This is an appeal against the judgment of the High Court of Plateau State of 27/04/2016 in Suit No. PLD/J186/2006.

The action was originally commenced in the year 2006 by 2nd respondent and one now deceased Engineer Amamra Riki who it was on common ground owned and held the Certificate of Occupancy No. BP 1787 over the land in dispute which was part of the land situate and known as Dawaki Close in Jos, Plateau State. The 1st respondent was the wife of the said Riki. She was substituted for her husband in October 2008 upon his demise. The second respondent was an estate agent that was employed by Late Riki to advertise for sale the disputed portion of the said land. The original writ they issued against the appellant was not in the records transmitted to the Court but the amended writ of summons and further amended statement of claim filed by the present 1st and 2nd respondents upon Late Riki’s demise and eventual substitution by his wife the 1st respondent shows that they claimed against appellant for some declaratory reliefs in land.
The case of Late Riki and 2nd respondents against appellant and as continued by his wife and 2nd respondent upon his demise, as shown in their amended statement of claim, was that Late Riki in 2004 sought to dispose off part of his parcel of land situate at Dawaki Close, Jos and covered by Certificate of Occupancy No. BP1787. In pursuit of that, he instructed 2nd respondent, an estate agent friend of his, to advertise the said property for sale and get back to him, whenever he found a serious buyer, to enable him negotiate with the buyer directly. Second respondent acted as instructed and appellant got to know of the proposed sale, approached 2nd respondent and indicated interest in the property. Second respondent informed appellant of the conditions for negotiation, consequent upon which appellant requested for Late Riki’s phone number. Appellant was however unable to reach Late Riki on phone so he sought to know from 2nd respondent if there was any other  way to reach him. Second respondent informed him that Riki had a relation in 3rd respondent, an elderly medical doctor and owner of Ande Hospital who could help. Together, appellant and 2nd respondent went to meet 3rd respondent in his hospital where 3rd respondent promised to see if he could reach Engineer Riki. On the 8th of March 2005, appellant called 2nd respondent and asked that they see 3rd respondent who, upon seeing them, asked them if they had been able to establish contact with Late Riki as he had not been able to reach him himself, but they answered that they had not been able to reach him too. Thereupon, appellant brought out an envelope containing 620,000.00 and pressured 3rd respondent to hold it as deposit to tie down the property pending when they could establish contact with Engineer Riki. Third respondent accepted and issued appellant a receipt which was tendered in the proceedings as Exhibit A. 

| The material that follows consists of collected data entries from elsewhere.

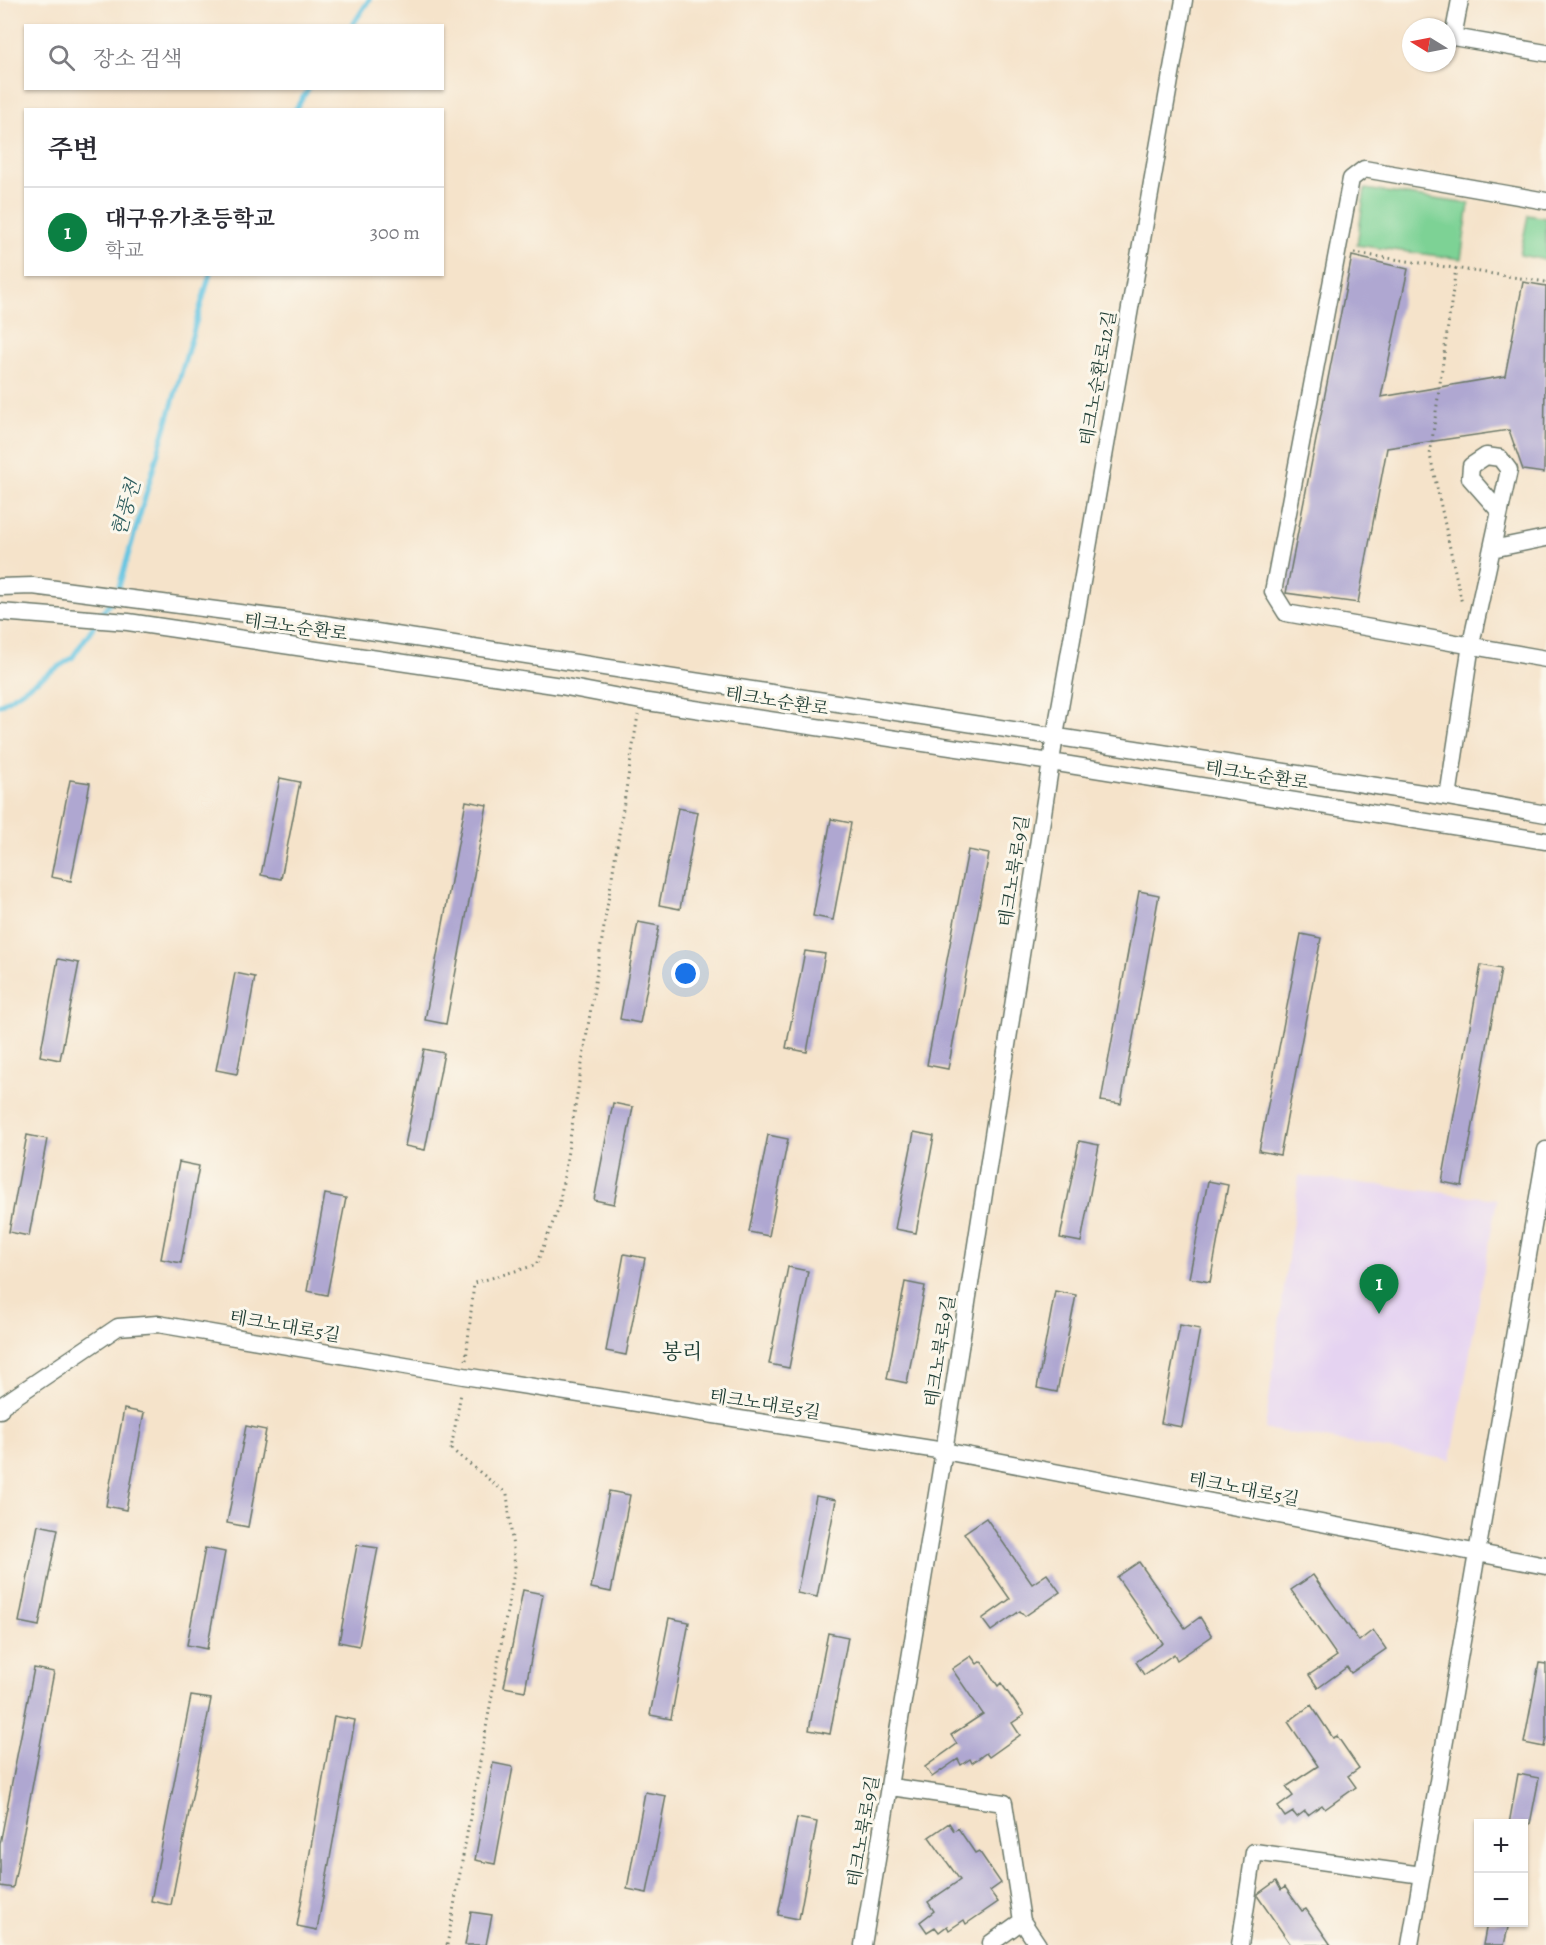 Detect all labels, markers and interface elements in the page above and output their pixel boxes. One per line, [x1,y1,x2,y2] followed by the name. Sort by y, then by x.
[1402,18,1456,72] north arrow
[24,24,444,90] search box
[45,41,78,74] icon: search
[93,44,182,74] text: 장소 검색
[48,132,98,167] text: 주변
[105,204,275,234] text: 대구유가초등학교
[64,219,71,246] text: 1
[370,219,420,246] text: 300 m
[105,237,144,264] text: 학교
[1074,309,1122,447] street label: 테크노순환로12길
[105,475,147,540] water label: 현풍천
[243,608,349,646] street label: 테크노순환로
[724,681,830,721] street label: 테크노순환로
[1204,755,1310,795] street label: 테크노순환로
[993,814,1035,928] street label: 테크노북로9길
[671,959,700,988] your location
[1360,1264,1398,1314] pin: 1
[919,1294,961,1408] street label: 테크노북로9길
[228,1304,342,1348] street label: 테크노대로5길
[662,1338,702,1366] district label: 봉리
[708,1383,822,1425] street label: 테크노대로5길
[1187,1467,1301,1511] street label: 테크노대로5길
[841,1774,885,1888] street label: 테크노북로9길
[1474,1819,1528,1927] map controls
[1474,1819,1528,1873] button: +
[1474,1873,1528,1927] button: −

When there was still no news from Engineer Riki, appellant wrote 3rd respondent through his medical doctor son, one Dr. Daniel Andeyaba, for refund of his 620,000.00 deposit. Third respondent, it was said, made the refund but appellant refused to accept it and rather insisted that he had purchased the property. On 11th March, 2005, 2nd respondent was informed that some people were on the said land blasting rocks. On getting there, 2nd and 3rd respondents found that it was appellant who was responsible. Upon the intervention of several well-meaning people, coupled with the fact that appellant had already commenced building on the land, Late Riki, it was said, grudgingly agreed to sell the two plots of his said land to appellant but only for 3m and not the 620,000.00 appellant deposited. Unfortunately, when Late Riki and 2nd respondent went to the land on 1st May 2006 to carve out the said two plots to appellant, appellant rather caused them to be arrested and detained by the police, thus resulting in total breakdown of the negotiations for sale of the land. That prompted Late Riki and 2nd respondent to institute this action against appellant claiming as earlier shown. Upon being served with the summons, appellant, it was said, again caused Late Riki and 2nd respondent to be arrested and detained by the police and even ensured their arraignment in the Magistrate Court. 

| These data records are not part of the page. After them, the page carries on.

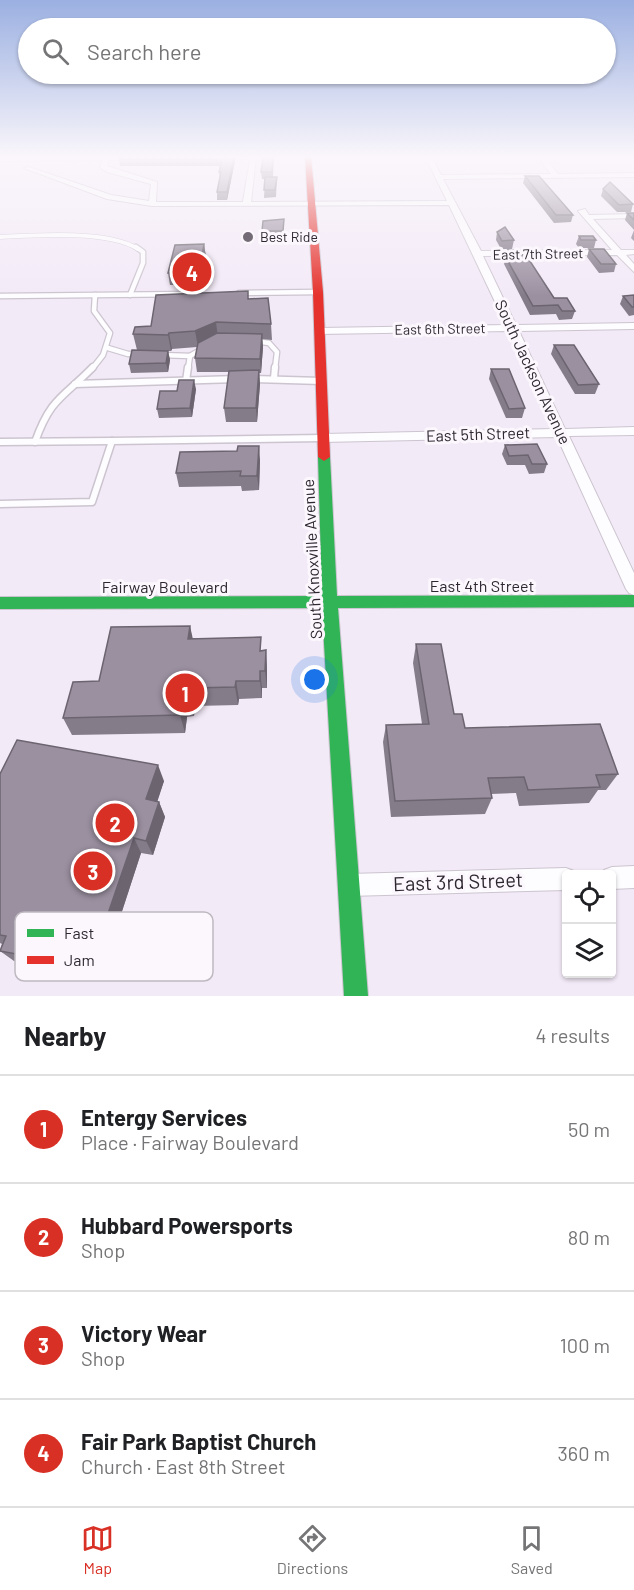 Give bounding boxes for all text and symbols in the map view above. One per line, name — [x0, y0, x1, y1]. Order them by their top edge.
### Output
search box — [18, 18, 616, 84]
icon: search — [39, 35, 72, 68]
text: Search here — [87, 38, 201, 64]
place label: Best Ride — [260, 228, 318, 245]
marker: Best Ride — [241, 230, 255, 244]
street label: East 7th Street — [493, 244, 583, 263]
pin: 4 — [172, 250, 212, 294]
street label: South Jackson Avenue — [492, 297, 575, 447]
street label: East 6th Street — [394, 319, 486, 338]
street label: East 5th Street — [426, 422, 530, 445]
street label: South Knoxville Avenue — [298, 478, 325, 640]
street label: East 4th Street — [430, 576, 534, 595]
street label: Fairway Boulevard — [102, 577, 228, 596]
your location — [300, 665, 329, 694]
pin: 1 — [166, 670, 204, 716]
pin: 2 — [96, 800, 134, 846]
pin: 3 — [74, 848, 112, 894]
street label: East 3rd Street — [392, 867, 523, 895]
map controls — [562, 870, 616, 978]
button: locate — [562, 870, 616, 924]
legend — [15, 912, 213, 981]
text: Fast — [64, 923, 94, 942]
button: layers — [562, 924, 616, 978]
text: Jam — [64, 950, 95, 969]
text: Nearby — [24, 1020, 106, 1051]
text: 4 results — [535, 1023, 610, 1047]
text: Entergy Services — [81, 1104, 247, 1130]
text: 1 — [40, 1117, 47, 1141]
text: 50 m — [568, 1117, 610, 1141]
text: Place · Fairway Boulevard — [81, 1130, 299, 1154]
text: Hubbard Powersports — [81, 1212, 293, 1238]
text: 2 — [38, 1225, 49, 1249]
text: 80 m — [568, 1225, 610, 1249]
text: Shop — [81, 1238, 125, 1262]
text: Victory Wear — [81, 1320, 207, 1346]
text: 3 — [38, 1333, 49, 1357]
text: 100 m — [560, 1333, 610, 1357]
text: Shop — [81, 1346, 125, 1370]
text: Fair Park Baptist Church — [81, 1428, 316, 1454]
text: 4 — [37, 1441, 50, 1465]
text: 360 m — [558, 1441, 610, 1465]
text: Church · East 8th Street — [81, 1454, 285, 1478]
tab: Map — [81, 1522, 114, 1577]
tab: Directions — [277, 1522, 348, 1577]
tab: Saved — [511, 1522, 553, 1577]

Appellant, a lawyer, on his part claimed that 2nd respondent took him to the land, showed him the portion to be sold and he offered to pay the sum of 600,000.00 (Six Hundred Thousand Naira) and 2nd respondent promised to contact Late Riki its owner. The area of the land showed him by the 2nd respondent, he claims, was a portion with rocks which needed to be blasted before any development could take place. The negotiation and sale, he continued, was not on any basis of plots but on the portion shown to him by the 2nd respondent. Second respondent, he said, suggested that since it was becoming difficult to contact Late Riki, its owner, they should consult 3rd respondent who was the elder brother of Riki. They met 3rd respondent in the evening of 12th February 2005 in his office at Ande Hospital Jos where, after lengthy discussions, 3rd respondent assured them that although he would try to communicate appellant’s offer to Late Riki on phone so appellant could go ahead to source for payment as Late Riki had already given him power to sell the land. On the final day of the negotiation, he averred, 2nd and 3rd respondents, after conferring for sometime in 3rd respondent’s hospital, agreed that he should pay 620,000.00. 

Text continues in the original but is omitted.